Whenever possible, radiographs are accomplished in the radiology department. The number of views obtained during a standard or routine study depends on the anatomic site being imaged. The common radiographic views are named according to the direction of the x-ray beam and referred to as posteroanterior (PA), anteroposterior (AP), oblique, and lateral views.

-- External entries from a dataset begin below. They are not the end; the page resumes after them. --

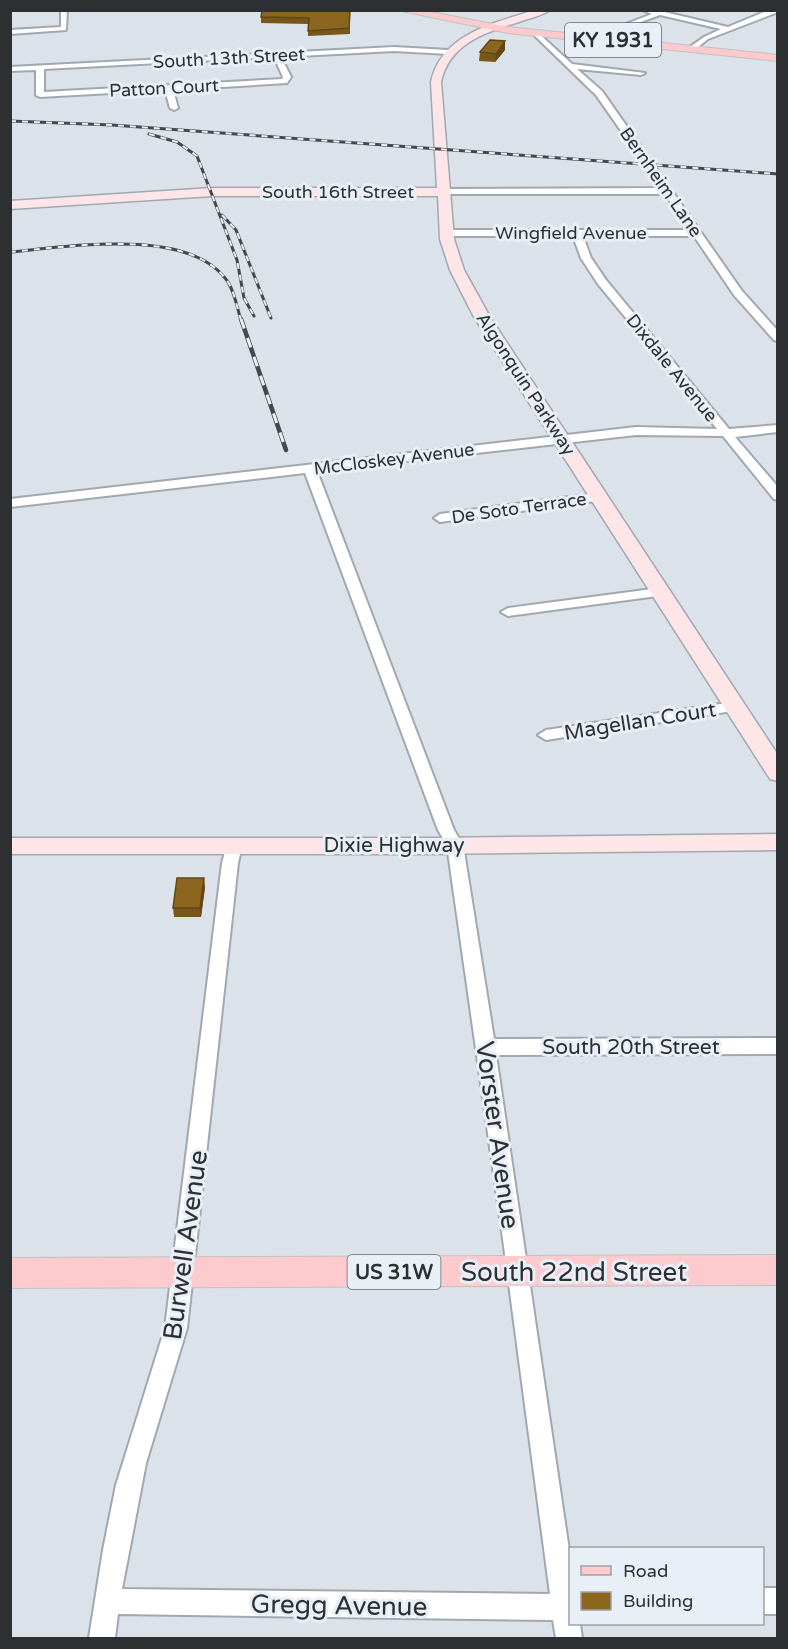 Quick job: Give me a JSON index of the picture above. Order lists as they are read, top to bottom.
{
  "streets": {
    "main road": [
      "KY 1931",
      "South 16th Street",
      "Algonquin Parkway",
      "Dixie Highway",
      "US 31W",
      "South 22nd Street"
    ],
    "street": [
      "South 13th Street",
      "Patton Court",
      "Bernheim Lane",
      "Wingfield Avenue",
      "Dixdale Avenue",
      "McCloskey Avenue",
      "De Soto Terrace",
      "Magellan Court",
      "South 20th Street",
      "Vorster Avenue",
      "Burwell Avenue",
      "Gregg Avenue"
    ]
  },
  "crossings": [
    ["KY 1931", "Bernheim Lane"],
    ["South 13th Street", "Patton Court"],
    ["South 13th Street", "Algonquin Parkway"],
    ["Bernheim Lane", "South 16th Street"],
    ["Bernheim Lane", "Wingfield Avenue"],
    ["South 16th Street", "Algonquin Parkway"],
    ["Wingfield Avenue", "Dixdale Avenue"],
    ["Wingfield Avenue", "Algonquin Parkway"],
    ["Dixdale Avenue", "McCloskey Avenue"],
    ["Algonquin Parkway", "McCloskey Avenue"],
    ["Algonquin Parkway", "De Soto Terrace"],
    ["Algonquin Parkway", "Magellan Court"],
    ["McCloskey Avenue", "Vorster Avenue"],
    ["Dixie Highway", "Vorster Avenue"],
    ["Dixie Highway", "Burwell Avenue"],
    ["South 20th Street", "Vorster Avenue"],
    ["Vorster Avenue", "South 22nd Street"],
    ["Vorster Avenue", "Gregg Avenue"],
    ["Burwell Avenue", "South 22nd Street"],
    ["Burwell Avenue", "Gregg Avenue"]
  ],
  "legend": ["Road", "Building"]
}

The chest will be used to illustrate these basic radiographic terms, but this terminology applies to almost all anatomic sites. PA indicates that the central x-ray beam travels from posterior to anterior or back to front as it traverses the chest or any other anatomic site (Fig. 1.1). Lateral indicates that the x-ray beam travels through the patient from side to side (Fig. 1.2). When the patient is unable to cooperate for these routine views, a single AP upright or supine view is obtained. AP means that the x-ray beam passes through the chest or other anatomic site from anterior to posterior or front to back (Fig. 1.3). PA and AP radiographs have similar appearances but subtle difference in magnification of structures, particularly the heart. When the patient cannot tolerate a transfer to the radiology facility, a portable study is obtained, which means that a portable x-ray machine is brought to the patient wherever he or she is located. AP is the standard portable technique with the patient sitting or supine (Fig. 1.4). Portable radiographic equipment generates less powerful x-ray beams than fixed units and therefore, the prevalence of suboptimal images is greater.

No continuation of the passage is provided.